SQL Queries Hints (Advanced)

Improve query plans through use of SQL query hints.

Overview

The warehouse supports Postgres SQL queries, including query planning hints from pg_hint_plan , for both Insights and Direct Access users. SQL query hints can be used to address query execution time problems by giving the Postgres query planner "hints" to improve its plan for a query, which can lead to much better execution times. The process of developing the correct hints is a relatively technical task for advanced users, however. See the link for details on how to use the hinting mechanisms.

Some examples of using hints in queries are as follows. Note that pg_hint_planonly reads the first block comment and discards any following comments. In addition, Benching does not expose or support a hint table that can be used to systemically store hints across multiple users - hints in the query are the only support means of hinting.

Hints

Correcting Estimated Rows

One of the simplest and most common ways to improve query plans is to examine an EXPLAIN (ANALYZE)query plan output and find cases where the estimated number of rows is incorrect by large amounts (usually orders of magnitude) compared to the measured number rows (via the ANALYZE phase of the EXPLAIN plan). Direct Access warehouse users can run the EXPLAIN plan directly themselves to get this query planner output, but Insights users (who can also run the EXPLAIN) may run into a query timeout which may prevent the ANALYZE portion of their query to run to completion and may need to work with support to develop better query plans. If the query plan below indicates the rows in relation b are mis-estimated, the hint below can assign a corrected number of rows so the Postgres query planner can make a better plan. Mis-estimates of the query planner can occur in many ways, such as joins involving a expanded JSON encoded field (which are not supported by the Postgres statistics system) as well as queries involving correlated columns.

/*+ Rows(b #1000000) */ 
SELECT a.id as "Notebook Entry",
c.name as "Author",
coalesce(a.review_status, 'IN_PROGRESS') as "Review Status",
d.name as "Project",
a.created_at as "Created At"
FROM org_1.entry$raw a
LEFT JOIN org_1.entry_auditor$raw b on a.id = b.entry_id
LEFT JOIN org_1.principal$raw c on c.id = a.creator_id
LEFT JOIN org-1.project$raw d on a.source_id = d.id

Hinting for increased parallelism

The following hint causes a parallel scan on the table stagingtx.entry$raw- which may improve operations which take too long due to serial processing.
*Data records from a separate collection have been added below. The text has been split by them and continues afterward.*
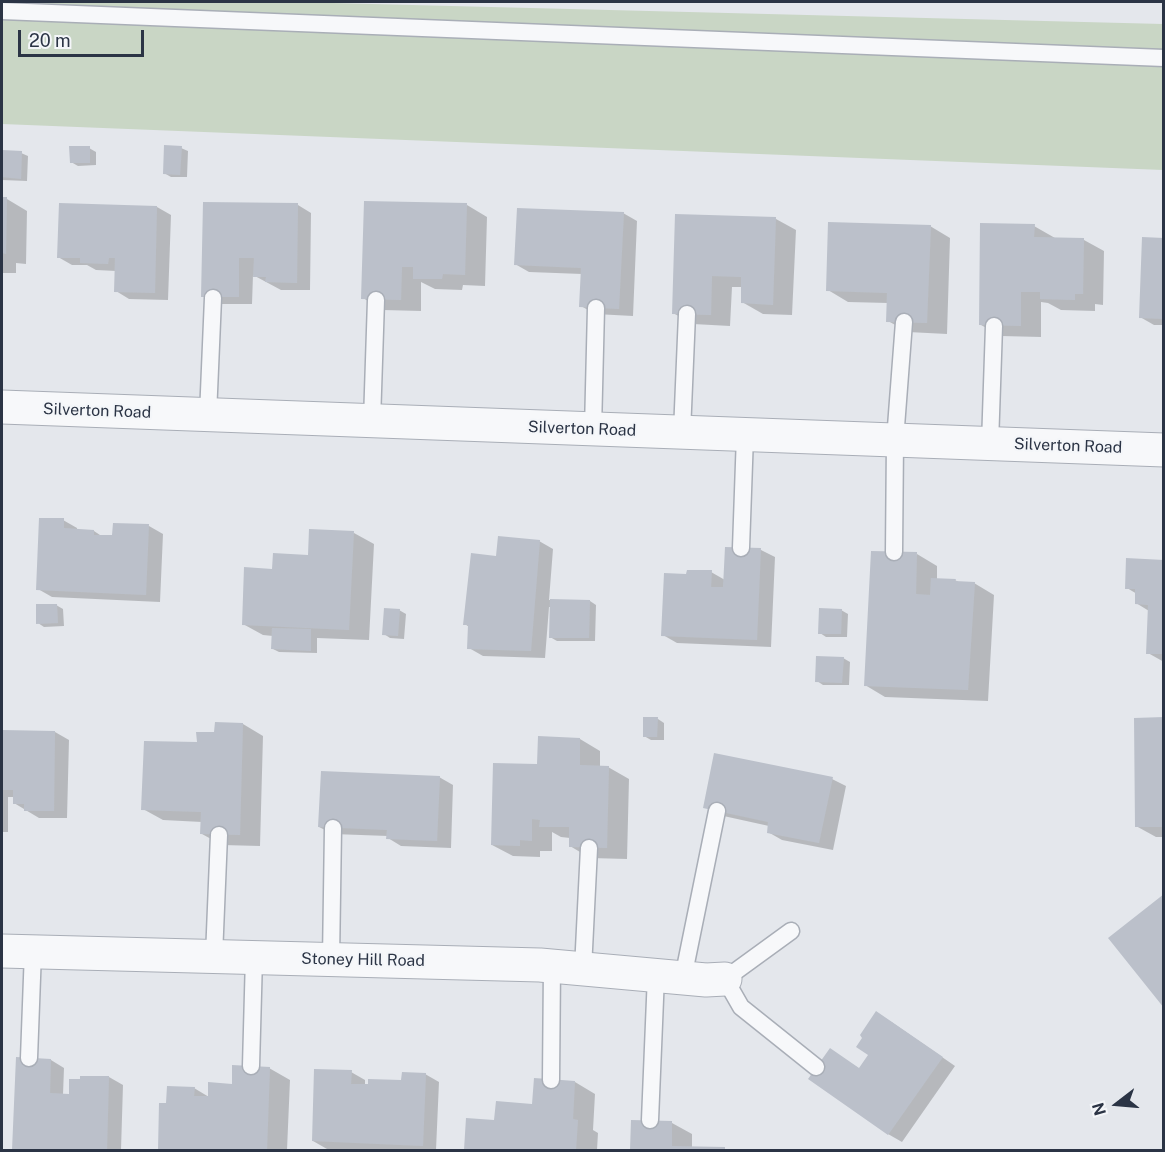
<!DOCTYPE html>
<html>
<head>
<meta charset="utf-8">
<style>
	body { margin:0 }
	#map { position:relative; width:1165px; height:1152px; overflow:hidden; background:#e4e7ec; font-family:"Public Sans",sans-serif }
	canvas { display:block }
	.frame { position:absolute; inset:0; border:3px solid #2b3445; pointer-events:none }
	.north { position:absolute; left:1087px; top:1074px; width:60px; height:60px; -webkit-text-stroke:4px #f4f6f9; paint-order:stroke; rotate:254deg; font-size:16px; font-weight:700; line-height:24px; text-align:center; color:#2b3445 }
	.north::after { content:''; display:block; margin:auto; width:21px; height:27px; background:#2b3445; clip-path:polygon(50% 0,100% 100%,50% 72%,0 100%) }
	.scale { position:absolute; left:18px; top:30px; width:126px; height:27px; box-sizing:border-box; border:3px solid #2b3445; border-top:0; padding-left:8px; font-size:18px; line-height:21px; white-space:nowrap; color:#2b3445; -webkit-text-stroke:4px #f4f6f9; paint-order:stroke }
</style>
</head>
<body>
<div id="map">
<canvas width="1165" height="1152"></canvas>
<div class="frame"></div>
<div class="north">N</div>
<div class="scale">20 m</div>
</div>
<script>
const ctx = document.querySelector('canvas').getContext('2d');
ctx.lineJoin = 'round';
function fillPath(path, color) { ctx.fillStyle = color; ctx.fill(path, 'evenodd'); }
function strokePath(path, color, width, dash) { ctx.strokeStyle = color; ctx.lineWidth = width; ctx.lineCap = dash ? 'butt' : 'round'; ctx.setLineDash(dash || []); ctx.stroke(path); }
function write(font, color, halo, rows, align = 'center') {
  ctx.font = font + ' "Public Sans",sans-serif'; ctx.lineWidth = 4.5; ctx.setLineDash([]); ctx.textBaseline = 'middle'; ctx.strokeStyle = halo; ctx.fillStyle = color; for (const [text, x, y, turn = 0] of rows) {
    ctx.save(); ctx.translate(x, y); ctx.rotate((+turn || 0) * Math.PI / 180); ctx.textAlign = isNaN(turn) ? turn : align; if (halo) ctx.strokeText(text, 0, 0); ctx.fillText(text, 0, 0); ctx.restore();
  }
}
fillPath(new Path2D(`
	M2,2h291l870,22v146l-1161,-46z`), '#c9d6c5');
fillPath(new Path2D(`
	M89,148l7,4v13l-18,1 -7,-4z
	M181,148l7,3 -1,26h-16l-7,-4z
	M2,152l19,1 7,3 -1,25 -25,-1z
	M2,199h5l20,12 -1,53 -10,-1v10h-14z
	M204,203l94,2 13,8 -1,77h-29l-28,-15 -1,29h-36l-14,-8z
	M467,205l20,12 -2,69 -22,-1 -1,5 -27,-1 -14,-7v29l-38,-1 -20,-12z
	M157,207l14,8 -3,85 -39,-1 -13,-8v-20l-20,-1 -9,-5h-15l-14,-8z
	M623,213l14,8 -4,95 -38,-2 -14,-8 1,-32 -53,-2 -14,-8z
	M677,215l99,4 20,11 -4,85 -29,-1 -21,-12 1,-15h-11l-2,39 -37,-2 -20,-11z
	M930,226l20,12 -3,96 -39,-2 -20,-11v-18l-40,-1 -20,-12z
	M1034,226l21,12 29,2 20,11 -1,54 -8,-1v7l-34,-1 -13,-7 -7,-1v35l-40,-1 -20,-11z
	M1164,239v86h-10l-14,-8z
	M63,520l14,8v2l17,1 9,6h11l35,-11 14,8 -3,68 -108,-5 -14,-8z
	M354,533l20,11 -5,96 -52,-2v15l-38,-1 -6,-3v-13l-10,-1 -20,-11 31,-54 35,-14z
	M539,541l14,8 -4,51 41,1 6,4 -1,36h-38l-7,-4 1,-30h-2l-4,51 -62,-2 -14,-8v-21l-4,-3 32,-66z
	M727,548l34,2 14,7 -4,90 -94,-4 -14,-8 25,-60 23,-3 14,8z
	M917,554l20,12v14h18l5,3h14l20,12 -6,106 -103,-4 -20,-12z
	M1164,561v101l-16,-9 1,-42 -13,-8 1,-9 -10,-6z
	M56,605l7,4 1,17 -20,1 -6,-4z
	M399,610l7,4 -2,25 -14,-1 -6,-4z
	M841,610l7,4 -1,23h-21l-6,-4z
	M843,658l7,4 -1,23h-26l-6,-4z
	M644,718l14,1 6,4v17h-13l-7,-4z
	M1164,719v118h-8l-20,-11z
	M216,723l27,1 20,12 -3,110 -38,-1 -20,-11v-12l-39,-2 -20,-11 55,-65 18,-10z
	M2,731l53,1 14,8 -2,78h-28l-25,-15 1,-6h-7v35h-6z
	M580,739l20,12v16h8l21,12 -2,80 -37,-1 -20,-12v-8l-9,-1 -9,-5v19h-12v6l-27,-1 -21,-11 46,-79z
	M439,777l14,8 -2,63 -50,-2 -13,-8v-2l-55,-2 -14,-7z
	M832,779l14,7 -13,64 -51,-10 -14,-8 1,-6 -50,-11 -14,-8z
	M890,1021l65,45 -53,76 -14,-8 -58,-84 30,19z
	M17,1059l34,1 13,8 -1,27h8l38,-18 14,8 -2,65h-107z
	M269,1068l21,12 -3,70h-128l2,-45h6l27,-17 15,9z
	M351,1072l14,8v6l38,-5 22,-7 14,8 -3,68h-64l-45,-1 -14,-8z
	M575,1082l20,12 -2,36 5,3 -1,17h-132l2,-30 29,2 38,-17z
	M632,1122l40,1 20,11v14l32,1 3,1h-95z`), '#0003');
fillPath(new Path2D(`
	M164,145l18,1 -2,29 -17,-1z
	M69,146h21v17h-20z
	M2,150l20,1 -1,28 -19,-2z
	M2,197h5l-1,57 -4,-1z
	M364,201l103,2 -2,72 -22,-1 -1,5h-29v-12h-11l-1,33 -40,-1z
	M203,202l95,1 -1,80 -32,-1 1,-5h-13l1,-19h-15v39h-38z
	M59,203l98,3 -2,87 -41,-1 1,-34h-6l-1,6 -28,-1v-5h-23z
	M517,208l107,4 -5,97 -40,-2 2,-39 -67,-3z
	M675,214l101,3 -3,88 -32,-2v-26l-29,-1 -1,39 -39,-1z
	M828,222l103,3 -4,98 -41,-1 1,-29 -61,-2z
	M980,223l55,1 -1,13 50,1 -1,56h-8v6l-35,-1v-7h-19v34l-42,-1z
	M1142,237l22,1v81l-25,-1z
	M39,518h25v10l30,2v5h18l1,-12 36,1 -3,71 -110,-5z
	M309,529l45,2 -5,99 -107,-5 2,-58 28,2 1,-16 35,2z
	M498,536l42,4 -9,111 -64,-2 1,-24h-5l8,-72 25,3z
	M725,547l36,1 -4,92 -96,-4 3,-63 22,1 1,-4h25l-1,17h12z
	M871,551l46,1 -1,42 14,1 1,-17 25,1 -1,2 20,1 -7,108 -104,-4z
	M1126,558l38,2v94h-18l2,-49 -13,-1v-15h-10z
	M550,599l40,1 -1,38h-40z
	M36,604h21l1,19 -22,1z
	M384,608l16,1 -2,27 -16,-1z
	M819,608l23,1 -1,25h-23z
	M272,628l39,1v22l-40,-2z
	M816,656l28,1 -2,26 -27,-1z
	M643,717h15l-1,20h-14z
	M1164,717v110h-29l-1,-109z
	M215,722l28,1 -3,112 -40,-1 1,-22 -60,-2 3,-69 53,1 -1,-10h18z
	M2,730l53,1 -1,80h-30v-7h-11v-14h-11z
	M538,736l42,2v27l29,1 -2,82 -38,-1v-20h-30l1,-7 -8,-1v22l-12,-1v6l-29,-1 2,-82 44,1z
	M714,753l119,24 -14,66 -52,-10 1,-11 -65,-14z
	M321,771l119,5 -3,65 -51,-2 1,-9 -69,-3z
	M1164,894v114l-56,-70z
	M876,1011l67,46 -55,78 -80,-56 22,-31 29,20 9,-13 -12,-8 6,-9 -2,-3z
	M16,1057l35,2 -1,34 19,1v-15h11v-3h29l-2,74h-95z
	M232,1065l38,2 -3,83h-109l1,-47h7l1,-17 28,1 -1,9h14v-14l24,2z
	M314,1069l38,1 -1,14h17v-5l33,1 1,-8 24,1 -3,73 -111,-5z
	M534,1078l41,3 -2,38 5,1 -2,30h-112l2,-32 28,2 2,-19 36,3z
	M631,1120l41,1v25l53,1v3h-95z`), '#bbc0ca');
const service = new Path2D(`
	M2,11l1162,47
	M208,415l5,-117
	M372,421l4,-121
	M593,429l3,-121
	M682,432l5,-118
	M990,444l4,-118
	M741,548l4,-113
	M894,552l1,-112 9,-118
	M791,931l-66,48 16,28 75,60
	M214,956l5,-121
	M331,959l2,-131
	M583,969l6,-121
	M683,978l34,-167
	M29,1058l4,-107
	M251,1066l3,-109
	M551,1080l1,-114
	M650,1120l6,-145`);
const minor = new Path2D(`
	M2,407l1162,43
	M2,951l538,14 166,15 19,-1`);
strokePath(service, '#a9aeb7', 19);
strokePath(minor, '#a9aeb7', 35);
strokePath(service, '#f7f8fa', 16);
strokePath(minor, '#f7f8fa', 33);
write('16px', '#2b3445', '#f4f6f9', [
	["Silverton Road",97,411,2],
	["Silverton Road",582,429,2],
	["Silverton Road",1068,446,2],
	["Stoney Hill Road",363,960,1]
]);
</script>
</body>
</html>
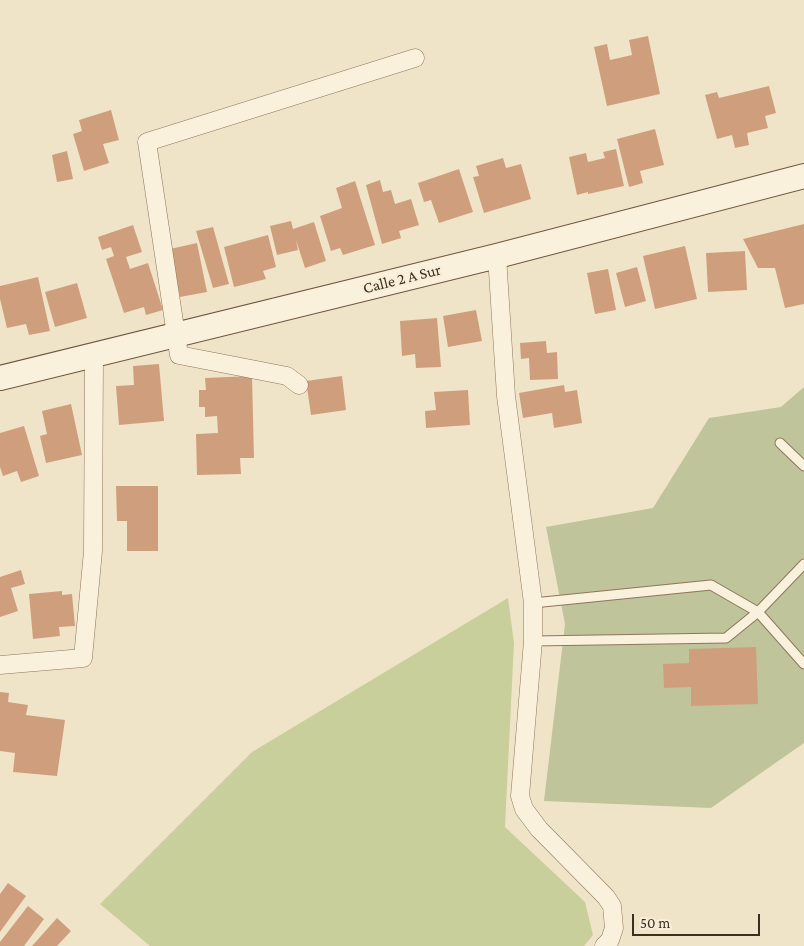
<!DOCTYPE html>
<html>
<head>
<meta charset="utf-8">
<style>
	body { margin:0 }
	#map { position:relative; width:804px; height:946px; overflow:hidden; background:#f0e4c8; font-family:"Crimson Pro",serif }
	canvas { display:block }
	.scale { position:absolute; left:632px; top:914px; width:128px; height:22px; box-sizing:border-box; border:2px solid #3d2e20; border-top:0; padding-left:6px; font-size:15px; line-height:18px; white-space:nowrap; color:#3d2e20; -webkit-text-stroke:4px #f7eed8; paint-order:stroke }
</style>
</head>
<body>
<div id="map">
<canvas width="804" height="946"></canvas>
<div class="scale">50 m</div>
</div>
<script>
const g = document.querySelector('canvas').getContext('2d');
g.lineJoin = 'round';
function fillPath(path, color) { g.fillStyle = color; g.fill(path, 'evenodd'); }
const shape = rows => new Path2D(rows.map(r => 'M' + r).join(''));
function trace(path, color, width, dash) { g.strokeStyle = color; g.lineWidth = width; g.lineCap = dash ? 'butt' : 'round'; g.setLineDash(dash || []); g.stroke(path); }
function write(font, color, halo, rows, align = 'center') {
  g.font = font + ' "Crimson Pro",serif'; g.lineWidth = 4.5; g.setLineDash([]); g.textBaseline = 'middle'; g.strokeStyle = halo; g.fillStyle = color; for (const [text, x, y, turn = 0] of rows) {
    g.save(); g.translate(x, y); g.rotate((+turn || 0) * Math.PI / 180); g.textAlign = isNaN(turn) ? turn : align; if (halo) g.strokeText(text, 0, 0); g.fillText(text, 0, 0); g.restore();
  }
}
fillPath(shape([
	[508,598,514,643,505,827,585,902,593,935,584,946,150,946,100,904,252,752]
]), '#c9cf9b');
fillPath(shape([
	[804,387,804,743,711,808,544,801,565,624,546,527,653,508,709,418,781,407]
]), '#bfc49a');
fillPath(shape([
	[648,36,660,94,607,106,594,47,607,44,610,60,632,55,629,40],
	[769,86,776,113,765,116,768,128,747,133,749,145,735,148,732,135,717,139,705,95,717,92,719,98],
	[111,110,119,140,103,144,109,163,84,171,73,134,82,131,79,120],
	[655,129,664,165,640,171,643,183,629,187,617,139],
	[616,149,624,186,588,194,588,192,577,195,569,157,586,153,588,162,605,158,603,152],
	[67,151,73,179,57,182,52,155],
	[503,158,506,168,521,164,531,199,484,213,473,177,479,176,476,166],
	[459,169,473,212,439,223,431,200,424,202,418,183],
	[380,180,383,192,391,190,395,204,411,199,419,225,399,231,401,238,382,244,366,185],
	[355,181,375,245,343,255,340,248,331,251,320,216,342,208,336,188],
	[291,221,293,229,314,222,326,261,305,268,296,240,298,250,277,255,270,226],
	[804,224,804,304,785,308,775,268,758,268,743,239],
	[133,225,142,252,126,257,130,269,148,263,163,310,146,315,144,307,124,313,106,259,114,256,111,247,102,250,98,237],
	[213,227,229,284,213,288,196,231],
	[268,235,276,267,263,271,266,279,234,287,224,247],
	[197,243,207,292,180,297,170,249],
	[685,246,697,299,655,309,643,256],
	[745,251,747,290,708,292,706,253],
	[637,267,646,301,625,307,616,273],
	[608,269,616,310,595,314,587,273],
	[38,277,50,331,29,335,26,324,7,328,0,299,0,286],
	[77,283,87,318,55,327,45,292],
	[476,310,482,341,448,347,443,316],
	[437,318,441,367,416,368,415,354,402,356,400,321],
	[546,341,547,353,557,352,558,379,530,380,529,358,521,359,520,343],
	[159,364,164,421,119,425,116,386,134,385,133,366],
	[252,376,254,458,240,458,241,474,197,475,196,434,218,433,217,416,205,417,205,407,199,407,199,390,206,390,205,378],
	[342,376,346,410,311,415,306,381],
	[564,385,565,392,577,390,582,423,554,428,552,413,523,418,519,393],
	[468,390,470,425,426,428,425,411,436,410,434,392],
	[71,404,82,455,46,463,40,436,47,434,42,411],
	[24,426,39,476,21,482,17,471,3,476,0,467,0,433],
	[116,486,158,486,158,551,127,551,127,521,117,521],
	[21,570,25,584,11,588,18,611,0,617,0,577],
	[62,591,62,595,72,594,75,626,59,627,60,636,33,639,29,594],
	[756,647,758,704,691,706,691,687,664,688,663,664,689,663,689,649],
	[0,692,9,693,8,702,28,705,26,715,65,720,57,776,13,772,15,753,0,751],
	[8,883,26,896,0,932,0,894],
	[28,906,44,919,24,946,0,946,0,942],
	[57,918,71,931,57,946,32,946]
]), '#cf9f7d');
const service = shape([
	[780,443,804,466],
	[533,603,711,585,758,612,804,664],
	[533,641,726,638,758,612,804,564]
]);
const minor = shape([
	[497,256,506,396,533,603,533,641,520,796,524,809,539,829,606,897,612,906,614,928,610,940,604,946],
	[299,385,287,376,179,355,147,142,415,58],
	[0,665,83,658,93,551,94,355]
]);
const secondary = shape([
	[0,378,497,256,804,176]
]);
trace(service, '#8d765c', 11);
trace(minor, '#8d765c', 19);
trace(secondary, '#6f573f', 26);
trace(service, '#faf1dc', 9);
trace(minor, '#faf1dc', 18);
trace(secondary, '#faf1dc', 24);
write('16px', '#3d2e20', '#f7eed8', [
	["Calle 2 A Sur",402,279,-14]
]);
</script>
</body>
</html>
The hint indicates that the relation a should be scanned with 3 parallel workers, with a hard constraint - meaning it is forcing the query planner. Another option is to used the hint soft to encourage the planner to use a parallel scan by reducing the costs associated with setting up for parallel scans. Note that the hint could reference any relation here, such as b, c or d.

/*+ Parallel(a 3 hard) */ 
SELECT a.id as "Notebook Entry",
c.name as "Author",
coalesce(a.review_status, 'IN_PROGRESS') as "Review Status",
d.name as "Project",
a.created_at as "Created At"
FROM org_1.entry$raw a
LEFT JOIN org_1.entry_auditor$raw b on a.id = b.entry_id
LEFT JOIN org_1.principal$raw c on c.id = a.creator_id
LEFT JOIN org-1.project$raw d on a.source_id = d.id

Join and Scan Hints

Many hints are available and follow a pattern similar to the hints above. Hints can modify the join strategy, scan strategy and other attributes the query planner uses. For example,

/*+ SeqScan(b) HashJoin(a b)  */ 
SELECT a.id as "Notebook Entry",
c.name as "Author",
coalesce(a.review_status, 'IN_PROGRESS') as "Review Status",
d.name as "Project",
a.created_at as "Created At"
FROM org_1.entry$raw a
LEFT JOIN org_1.entry_auditor$raw b on a.id = b.entry_id
LEFT JOIN org_1.principal$raw c on c.id = a.creator_id
LEFT JOIN org_1.project$raw d on a.source_id = d.id

hints to the planner to perform a sequential scan on org_1.entry$rawand to use a hash join between tables or subqueries named a and b.